[Items from a data source]
---------------
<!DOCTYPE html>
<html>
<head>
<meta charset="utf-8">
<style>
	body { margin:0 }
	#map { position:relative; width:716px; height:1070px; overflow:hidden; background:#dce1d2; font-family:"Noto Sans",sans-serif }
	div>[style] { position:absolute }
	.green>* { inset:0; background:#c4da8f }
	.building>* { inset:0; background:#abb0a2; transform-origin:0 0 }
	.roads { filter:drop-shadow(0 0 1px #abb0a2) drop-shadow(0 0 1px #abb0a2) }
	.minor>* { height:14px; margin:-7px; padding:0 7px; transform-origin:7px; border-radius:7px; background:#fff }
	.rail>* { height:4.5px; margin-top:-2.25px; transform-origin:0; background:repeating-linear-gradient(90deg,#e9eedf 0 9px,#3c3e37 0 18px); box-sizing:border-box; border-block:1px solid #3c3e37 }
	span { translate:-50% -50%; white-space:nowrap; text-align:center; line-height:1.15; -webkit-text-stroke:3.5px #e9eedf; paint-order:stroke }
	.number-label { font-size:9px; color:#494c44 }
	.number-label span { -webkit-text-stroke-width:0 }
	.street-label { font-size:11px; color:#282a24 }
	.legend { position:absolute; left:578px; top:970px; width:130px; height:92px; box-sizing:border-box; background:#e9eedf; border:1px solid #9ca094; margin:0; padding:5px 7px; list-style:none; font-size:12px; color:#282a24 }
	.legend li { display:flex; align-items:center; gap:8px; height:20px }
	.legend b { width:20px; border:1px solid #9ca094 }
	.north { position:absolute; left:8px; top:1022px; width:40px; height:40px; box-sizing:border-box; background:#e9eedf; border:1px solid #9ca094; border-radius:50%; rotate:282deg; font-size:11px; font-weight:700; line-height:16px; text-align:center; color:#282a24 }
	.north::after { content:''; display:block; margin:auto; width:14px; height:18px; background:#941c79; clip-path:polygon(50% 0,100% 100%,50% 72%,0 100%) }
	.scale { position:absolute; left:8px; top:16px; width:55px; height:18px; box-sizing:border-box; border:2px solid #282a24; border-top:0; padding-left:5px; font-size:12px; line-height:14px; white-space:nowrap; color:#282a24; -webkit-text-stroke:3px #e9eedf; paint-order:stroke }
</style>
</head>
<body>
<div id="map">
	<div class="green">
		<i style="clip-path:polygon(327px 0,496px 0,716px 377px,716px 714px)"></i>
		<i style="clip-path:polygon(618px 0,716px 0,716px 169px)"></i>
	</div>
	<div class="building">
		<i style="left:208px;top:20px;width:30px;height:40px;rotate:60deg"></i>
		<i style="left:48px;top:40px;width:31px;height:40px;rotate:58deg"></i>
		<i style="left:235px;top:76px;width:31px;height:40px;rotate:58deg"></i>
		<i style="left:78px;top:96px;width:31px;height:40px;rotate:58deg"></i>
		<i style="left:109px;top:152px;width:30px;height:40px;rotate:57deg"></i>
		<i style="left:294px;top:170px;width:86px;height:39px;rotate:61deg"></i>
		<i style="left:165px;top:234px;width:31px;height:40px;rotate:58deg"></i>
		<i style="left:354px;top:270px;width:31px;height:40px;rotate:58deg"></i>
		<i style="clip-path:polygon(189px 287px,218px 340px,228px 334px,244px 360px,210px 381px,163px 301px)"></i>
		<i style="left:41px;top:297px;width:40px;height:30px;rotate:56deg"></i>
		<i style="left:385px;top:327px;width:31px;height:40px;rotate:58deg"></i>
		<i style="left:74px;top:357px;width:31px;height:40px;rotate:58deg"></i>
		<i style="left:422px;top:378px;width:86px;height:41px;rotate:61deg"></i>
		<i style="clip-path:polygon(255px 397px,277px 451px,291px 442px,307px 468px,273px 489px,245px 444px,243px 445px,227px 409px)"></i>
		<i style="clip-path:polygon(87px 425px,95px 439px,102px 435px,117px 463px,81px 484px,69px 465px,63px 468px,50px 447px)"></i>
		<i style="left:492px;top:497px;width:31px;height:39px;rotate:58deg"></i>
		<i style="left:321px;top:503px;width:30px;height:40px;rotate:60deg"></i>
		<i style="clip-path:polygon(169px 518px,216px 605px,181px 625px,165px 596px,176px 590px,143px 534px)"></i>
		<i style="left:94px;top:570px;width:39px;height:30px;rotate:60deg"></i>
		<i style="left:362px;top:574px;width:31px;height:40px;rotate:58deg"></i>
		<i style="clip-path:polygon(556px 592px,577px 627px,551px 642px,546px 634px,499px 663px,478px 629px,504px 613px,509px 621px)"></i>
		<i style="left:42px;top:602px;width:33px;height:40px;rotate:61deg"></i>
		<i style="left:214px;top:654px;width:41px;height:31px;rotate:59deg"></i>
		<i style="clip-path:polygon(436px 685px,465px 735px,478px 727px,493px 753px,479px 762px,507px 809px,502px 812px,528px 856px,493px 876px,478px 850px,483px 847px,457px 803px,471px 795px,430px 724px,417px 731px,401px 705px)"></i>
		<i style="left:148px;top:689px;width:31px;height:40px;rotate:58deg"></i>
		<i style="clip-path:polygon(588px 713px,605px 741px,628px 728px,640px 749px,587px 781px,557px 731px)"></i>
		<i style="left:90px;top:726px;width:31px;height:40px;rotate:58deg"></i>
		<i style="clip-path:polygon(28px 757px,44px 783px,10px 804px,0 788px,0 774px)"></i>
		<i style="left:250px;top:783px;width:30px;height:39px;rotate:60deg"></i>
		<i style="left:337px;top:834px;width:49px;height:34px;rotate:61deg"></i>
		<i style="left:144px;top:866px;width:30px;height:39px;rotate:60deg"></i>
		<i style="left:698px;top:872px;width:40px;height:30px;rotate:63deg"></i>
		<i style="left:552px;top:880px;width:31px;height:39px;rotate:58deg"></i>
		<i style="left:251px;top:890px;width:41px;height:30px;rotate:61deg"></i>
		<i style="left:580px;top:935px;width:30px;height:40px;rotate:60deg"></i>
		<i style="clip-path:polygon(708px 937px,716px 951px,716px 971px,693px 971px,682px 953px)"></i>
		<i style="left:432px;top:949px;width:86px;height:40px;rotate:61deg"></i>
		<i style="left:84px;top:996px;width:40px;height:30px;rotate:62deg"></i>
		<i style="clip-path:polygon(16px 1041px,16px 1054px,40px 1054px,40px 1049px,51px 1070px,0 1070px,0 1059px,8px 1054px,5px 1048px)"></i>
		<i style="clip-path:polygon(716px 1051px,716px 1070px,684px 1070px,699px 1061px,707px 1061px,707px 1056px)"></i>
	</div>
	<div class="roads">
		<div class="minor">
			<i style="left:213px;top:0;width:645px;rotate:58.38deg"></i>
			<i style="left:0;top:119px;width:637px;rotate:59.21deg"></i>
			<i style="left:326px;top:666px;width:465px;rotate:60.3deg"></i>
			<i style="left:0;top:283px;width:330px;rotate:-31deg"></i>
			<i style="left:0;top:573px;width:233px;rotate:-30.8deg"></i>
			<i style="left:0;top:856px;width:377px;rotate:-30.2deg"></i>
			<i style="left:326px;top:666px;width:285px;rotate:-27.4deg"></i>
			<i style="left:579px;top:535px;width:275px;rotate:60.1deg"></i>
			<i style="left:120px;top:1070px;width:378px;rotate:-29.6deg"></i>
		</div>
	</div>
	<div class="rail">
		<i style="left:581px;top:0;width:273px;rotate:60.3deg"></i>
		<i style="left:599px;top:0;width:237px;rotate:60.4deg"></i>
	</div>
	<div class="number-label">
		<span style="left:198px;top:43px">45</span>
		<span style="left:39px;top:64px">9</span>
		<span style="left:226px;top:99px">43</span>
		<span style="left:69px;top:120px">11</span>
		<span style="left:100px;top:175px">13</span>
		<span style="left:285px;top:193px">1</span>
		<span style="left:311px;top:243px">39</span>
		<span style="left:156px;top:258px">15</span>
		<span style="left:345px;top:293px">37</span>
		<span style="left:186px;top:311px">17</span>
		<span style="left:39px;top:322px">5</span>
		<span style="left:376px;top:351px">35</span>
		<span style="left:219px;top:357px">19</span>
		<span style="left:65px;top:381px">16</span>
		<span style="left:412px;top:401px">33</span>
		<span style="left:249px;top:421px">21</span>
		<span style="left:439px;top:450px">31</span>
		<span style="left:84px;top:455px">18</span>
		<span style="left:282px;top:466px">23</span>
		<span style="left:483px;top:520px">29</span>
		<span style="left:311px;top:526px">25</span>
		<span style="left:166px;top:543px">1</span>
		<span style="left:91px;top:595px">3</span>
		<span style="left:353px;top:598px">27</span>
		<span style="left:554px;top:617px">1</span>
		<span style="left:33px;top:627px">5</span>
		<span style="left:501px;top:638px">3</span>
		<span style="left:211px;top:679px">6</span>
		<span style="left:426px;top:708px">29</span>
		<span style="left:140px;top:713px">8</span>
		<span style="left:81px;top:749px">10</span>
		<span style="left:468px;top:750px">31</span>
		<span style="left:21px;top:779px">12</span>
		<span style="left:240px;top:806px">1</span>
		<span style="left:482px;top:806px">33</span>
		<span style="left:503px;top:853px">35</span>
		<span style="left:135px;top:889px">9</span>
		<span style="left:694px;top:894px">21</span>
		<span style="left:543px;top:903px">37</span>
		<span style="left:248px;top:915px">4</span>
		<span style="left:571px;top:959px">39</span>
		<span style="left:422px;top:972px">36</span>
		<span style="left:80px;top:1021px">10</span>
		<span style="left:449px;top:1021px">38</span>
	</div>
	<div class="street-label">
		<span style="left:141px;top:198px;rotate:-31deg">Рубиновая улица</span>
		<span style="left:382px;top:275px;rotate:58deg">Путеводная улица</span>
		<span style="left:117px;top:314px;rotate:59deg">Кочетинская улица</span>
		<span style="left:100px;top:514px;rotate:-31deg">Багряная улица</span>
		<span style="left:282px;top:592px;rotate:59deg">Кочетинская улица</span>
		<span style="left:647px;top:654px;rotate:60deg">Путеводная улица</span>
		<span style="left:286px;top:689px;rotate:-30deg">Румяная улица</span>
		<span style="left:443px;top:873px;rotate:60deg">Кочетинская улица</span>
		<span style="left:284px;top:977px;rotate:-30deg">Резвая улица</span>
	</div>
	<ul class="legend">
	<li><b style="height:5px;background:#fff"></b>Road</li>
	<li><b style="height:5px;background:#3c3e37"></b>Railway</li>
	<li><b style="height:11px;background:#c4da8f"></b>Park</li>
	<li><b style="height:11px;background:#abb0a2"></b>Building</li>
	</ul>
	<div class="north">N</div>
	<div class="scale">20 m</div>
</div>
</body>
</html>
---------------
#### Task details
Wherever the string "number" appears in the entries above, list that line.

#### Response to the task
	.number-label { font-size:9px; color:#494c44 }
	.number-label span { -webkit-text-stroke-width:0 }
	<div class="number-label">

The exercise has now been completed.